The American Foundation for Suicide Prevention and the Suicide Prevention Resource Center published a joint report, titled "After a Suicide," that focuses on proper university responses to suicide.

“Schools should strive to treat all student deaths in the same way," the report says. "Having one approach for a student who dies of cancer (for example) and another for a student who dies by suicide reinforces the unfortunate stigma that still surrounds suicide and may be deeply and unfairly painful to the deceased student’s family and close friends.”

"After a Suicide" defines contagion as a process in which one suicide contributes to another. The report explains how mishandling response to suicides can lead to contagion.

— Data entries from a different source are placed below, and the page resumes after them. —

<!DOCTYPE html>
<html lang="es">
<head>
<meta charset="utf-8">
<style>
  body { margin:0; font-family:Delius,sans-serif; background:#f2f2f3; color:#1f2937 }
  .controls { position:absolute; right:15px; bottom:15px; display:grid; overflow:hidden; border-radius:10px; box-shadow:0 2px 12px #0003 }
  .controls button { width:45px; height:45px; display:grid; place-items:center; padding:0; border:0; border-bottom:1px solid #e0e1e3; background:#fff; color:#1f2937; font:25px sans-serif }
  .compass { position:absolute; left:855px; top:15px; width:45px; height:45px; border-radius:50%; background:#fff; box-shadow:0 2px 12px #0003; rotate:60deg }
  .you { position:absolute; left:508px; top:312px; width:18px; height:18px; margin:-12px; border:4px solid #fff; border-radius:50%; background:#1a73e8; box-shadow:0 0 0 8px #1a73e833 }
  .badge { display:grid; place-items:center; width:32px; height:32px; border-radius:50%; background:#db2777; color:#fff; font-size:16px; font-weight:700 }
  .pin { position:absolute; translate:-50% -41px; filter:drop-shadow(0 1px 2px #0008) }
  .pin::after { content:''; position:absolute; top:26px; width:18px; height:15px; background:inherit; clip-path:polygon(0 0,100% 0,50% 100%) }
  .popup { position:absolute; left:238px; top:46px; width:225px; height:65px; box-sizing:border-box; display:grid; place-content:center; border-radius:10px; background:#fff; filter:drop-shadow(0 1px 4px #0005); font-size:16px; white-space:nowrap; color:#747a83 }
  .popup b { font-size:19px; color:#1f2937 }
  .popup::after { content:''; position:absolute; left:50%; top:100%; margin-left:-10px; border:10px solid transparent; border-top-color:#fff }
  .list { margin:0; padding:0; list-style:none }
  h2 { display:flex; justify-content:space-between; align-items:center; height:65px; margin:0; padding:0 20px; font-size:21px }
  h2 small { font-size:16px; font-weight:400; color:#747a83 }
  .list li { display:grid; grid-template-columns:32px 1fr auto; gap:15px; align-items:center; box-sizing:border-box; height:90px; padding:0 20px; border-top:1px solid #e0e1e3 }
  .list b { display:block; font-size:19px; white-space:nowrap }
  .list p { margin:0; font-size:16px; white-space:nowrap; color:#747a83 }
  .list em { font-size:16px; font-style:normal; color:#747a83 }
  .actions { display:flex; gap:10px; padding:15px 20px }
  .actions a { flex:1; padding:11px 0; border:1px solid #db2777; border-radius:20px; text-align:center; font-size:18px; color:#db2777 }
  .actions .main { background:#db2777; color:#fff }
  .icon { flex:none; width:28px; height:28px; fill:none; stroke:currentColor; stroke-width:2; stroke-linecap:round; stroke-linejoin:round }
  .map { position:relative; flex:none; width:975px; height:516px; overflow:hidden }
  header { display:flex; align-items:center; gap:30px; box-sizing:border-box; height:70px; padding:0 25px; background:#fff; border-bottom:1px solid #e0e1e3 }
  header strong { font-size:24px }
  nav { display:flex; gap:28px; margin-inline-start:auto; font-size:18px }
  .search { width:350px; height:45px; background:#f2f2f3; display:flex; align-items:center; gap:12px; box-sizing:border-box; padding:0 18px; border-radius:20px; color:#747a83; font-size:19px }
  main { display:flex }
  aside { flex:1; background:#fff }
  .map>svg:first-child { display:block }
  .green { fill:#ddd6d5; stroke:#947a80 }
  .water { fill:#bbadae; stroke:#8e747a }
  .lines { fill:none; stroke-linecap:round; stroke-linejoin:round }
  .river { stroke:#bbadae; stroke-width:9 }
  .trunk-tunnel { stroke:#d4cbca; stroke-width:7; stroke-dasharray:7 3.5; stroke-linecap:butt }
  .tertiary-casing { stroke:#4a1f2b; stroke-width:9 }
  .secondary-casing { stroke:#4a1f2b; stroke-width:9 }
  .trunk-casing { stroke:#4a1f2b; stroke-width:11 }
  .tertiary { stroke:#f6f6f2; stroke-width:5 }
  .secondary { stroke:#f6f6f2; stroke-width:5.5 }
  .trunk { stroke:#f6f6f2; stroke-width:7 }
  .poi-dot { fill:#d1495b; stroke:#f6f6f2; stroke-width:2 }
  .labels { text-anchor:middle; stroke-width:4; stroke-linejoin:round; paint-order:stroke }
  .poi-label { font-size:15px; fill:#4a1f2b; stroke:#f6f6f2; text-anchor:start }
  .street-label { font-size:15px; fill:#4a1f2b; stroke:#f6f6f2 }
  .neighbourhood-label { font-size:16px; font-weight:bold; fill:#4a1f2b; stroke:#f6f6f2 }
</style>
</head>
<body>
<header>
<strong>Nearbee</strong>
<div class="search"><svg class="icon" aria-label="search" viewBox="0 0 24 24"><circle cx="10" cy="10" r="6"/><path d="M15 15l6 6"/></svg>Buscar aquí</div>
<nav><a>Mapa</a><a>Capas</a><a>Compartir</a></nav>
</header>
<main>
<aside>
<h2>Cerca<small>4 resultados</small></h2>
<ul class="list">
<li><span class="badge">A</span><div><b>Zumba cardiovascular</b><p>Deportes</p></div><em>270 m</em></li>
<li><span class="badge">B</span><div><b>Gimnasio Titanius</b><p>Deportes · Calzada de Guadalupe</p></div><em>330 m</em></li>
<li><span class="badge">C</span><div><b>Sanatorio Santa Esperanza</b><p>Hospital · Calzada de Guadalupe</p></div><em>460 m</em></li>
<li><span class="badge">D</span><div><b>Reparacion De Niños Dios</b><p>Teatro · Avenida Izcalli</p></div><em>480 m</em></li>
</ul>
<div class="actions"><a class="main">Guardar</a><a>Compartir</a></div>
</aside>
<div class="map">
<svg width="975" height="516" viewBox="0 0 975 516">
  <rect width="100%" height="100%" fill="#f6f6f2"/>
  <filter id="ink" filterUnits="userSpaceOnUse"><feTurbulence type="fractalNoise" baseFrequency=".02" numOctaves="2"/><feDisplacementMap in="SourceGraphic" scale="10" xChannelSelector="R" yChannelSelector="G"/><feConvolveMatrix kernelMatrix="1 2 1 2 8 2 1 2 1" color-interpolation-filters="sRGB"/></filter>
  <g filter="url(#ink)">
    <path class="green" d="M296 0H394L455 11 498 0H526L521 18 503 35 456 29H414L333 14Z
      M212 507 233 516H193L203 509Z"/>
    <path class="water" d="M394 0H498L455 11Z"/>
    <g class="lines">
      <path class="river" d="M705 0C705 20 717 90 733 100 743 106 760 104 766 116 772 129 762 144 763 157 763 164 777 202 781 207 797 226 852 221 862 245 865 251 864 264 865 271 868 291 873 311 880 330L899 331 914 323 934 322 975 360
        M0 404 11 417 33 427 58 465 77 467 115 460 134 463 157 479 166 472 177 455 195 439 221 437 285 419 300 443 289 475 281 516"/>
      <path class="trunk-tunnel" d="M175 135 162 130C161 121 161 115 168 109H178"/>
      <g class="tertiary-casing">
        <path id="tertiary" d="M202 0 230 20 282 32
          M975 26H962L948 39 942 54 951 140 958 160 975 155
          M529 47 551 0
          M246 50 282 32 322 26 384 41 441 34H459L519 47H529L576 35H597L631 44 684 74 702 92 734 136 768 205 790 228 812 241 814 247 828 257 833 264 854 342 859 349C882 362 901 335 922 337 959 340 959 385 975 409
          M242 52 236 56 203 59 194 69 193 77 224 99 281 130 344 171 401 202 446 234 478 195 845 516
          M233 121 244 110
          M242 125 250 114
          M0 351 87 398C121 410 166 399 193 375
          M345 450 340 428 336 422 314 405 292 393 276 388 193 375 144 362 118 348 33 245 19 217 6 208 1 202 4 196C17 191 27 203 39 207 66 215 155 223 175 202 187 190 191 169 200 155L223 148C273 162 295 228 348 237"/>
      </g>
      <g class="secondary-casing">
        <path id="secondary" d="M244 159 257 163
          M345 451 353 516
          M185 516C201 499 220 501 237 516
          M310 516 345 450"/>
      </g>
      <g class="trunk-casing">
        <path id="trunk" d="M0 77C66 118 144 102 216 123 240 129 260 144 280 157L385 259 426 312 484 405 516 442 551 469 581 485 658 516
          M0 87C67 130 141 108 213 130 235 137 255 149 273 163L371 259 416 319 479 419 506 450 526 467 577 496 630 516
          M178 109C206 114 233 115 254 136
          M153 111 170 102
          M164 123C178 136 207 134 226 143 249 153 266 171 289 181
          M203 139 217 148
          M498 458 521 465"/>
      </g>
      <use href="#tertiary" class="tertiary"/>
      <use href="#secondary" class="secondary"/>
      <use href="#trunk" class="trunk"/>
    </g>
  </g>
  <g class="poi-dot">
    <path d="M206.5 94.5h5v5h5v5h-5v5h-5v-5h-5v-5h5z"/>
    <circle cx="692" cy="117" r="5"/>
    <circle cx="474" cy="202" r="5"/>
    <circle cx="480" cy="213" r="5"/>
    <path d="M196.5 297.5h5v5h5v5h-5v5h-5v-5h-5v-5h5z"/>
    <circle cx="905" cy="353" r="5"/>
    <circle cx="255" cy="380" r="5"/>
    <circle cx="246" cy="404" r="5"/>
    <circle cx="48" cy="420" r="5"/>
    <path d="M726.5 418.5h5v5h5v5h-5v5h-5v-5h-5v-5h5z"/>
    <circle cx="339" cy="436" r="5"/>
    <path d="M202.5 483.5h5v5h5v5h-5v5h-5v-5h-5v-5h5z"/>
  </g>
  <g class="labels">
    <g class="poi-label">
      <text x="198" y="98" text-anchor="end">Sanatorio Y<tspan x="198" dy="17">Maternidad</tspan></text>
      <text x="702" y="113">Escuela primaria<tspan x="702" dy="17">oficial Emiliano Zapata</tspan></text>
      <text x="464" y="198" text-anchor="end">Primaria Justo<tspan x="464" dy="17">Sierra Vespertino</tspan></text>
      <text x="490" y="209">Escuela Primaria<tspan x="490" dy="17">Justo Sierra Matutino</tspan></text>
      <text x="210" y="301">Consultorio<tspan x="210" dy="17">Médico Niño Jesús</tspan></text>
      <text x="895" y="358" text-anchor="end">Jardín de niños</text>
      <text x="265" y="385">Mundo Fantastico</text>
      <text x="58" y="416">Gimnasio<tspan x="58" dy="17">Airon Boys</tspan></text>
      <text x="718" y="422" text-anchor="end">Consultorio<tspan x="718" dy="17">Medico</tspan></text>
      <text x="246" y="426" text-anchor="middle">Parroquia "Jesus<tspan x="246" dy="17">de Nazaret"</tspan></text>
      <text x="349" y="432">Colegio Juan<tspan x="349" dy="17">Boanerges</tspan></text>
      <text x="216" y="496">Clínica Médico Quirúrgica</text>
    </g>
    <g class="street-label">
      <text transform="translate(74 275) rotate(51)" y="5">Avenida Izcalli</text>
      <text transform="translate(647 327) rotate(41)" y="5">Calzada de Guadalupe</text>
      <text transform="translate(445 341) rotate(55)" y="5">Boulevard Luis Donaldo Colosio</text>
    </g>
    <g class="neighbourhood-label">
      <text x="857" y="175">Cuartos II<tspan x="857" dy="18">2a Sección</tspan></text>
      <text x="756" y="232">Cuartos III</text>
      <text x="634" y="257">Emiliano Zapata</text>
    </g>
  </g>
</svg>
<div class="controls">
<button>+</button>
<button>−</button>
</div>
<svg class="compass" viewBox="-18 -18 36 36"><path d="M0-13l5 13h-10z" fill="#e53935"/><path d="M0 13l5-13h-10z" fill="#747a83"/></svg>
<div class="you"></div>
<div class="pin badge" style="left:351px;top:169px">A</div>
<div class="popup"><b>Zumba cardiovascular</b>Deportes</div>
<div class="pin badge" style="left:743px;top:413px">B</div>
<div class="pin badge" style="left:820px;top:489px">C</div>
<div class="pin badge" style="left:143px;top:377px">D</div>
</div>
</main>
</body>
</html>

UNC's student body spread rumors following the reported suicide in Hinton James Residence Hall in December 2017. According to a report made by the Higher Education Mental Health Alliance, universities must prevent rumors.

“It is important that the death be addressed openly and directly. After a suicide, once the basic facts are known, any attempt to delay informing students will only encourage rumors,” the report says.

O’Barr said suicide prevention is a responsibility that belongs to more than just CAPS and University administration.

“Preventing suicide is something that’s on the back of everyone at the University,” he said.

To adequately combine both treatment and outreach, O’Barr said more funding would be necessary.

Oakley said the most important issue is a focus on suicide prevention.

“The reality is that even one death by suicide is too many,” she said. “Prevention efforts are a staple in college counseling centers.”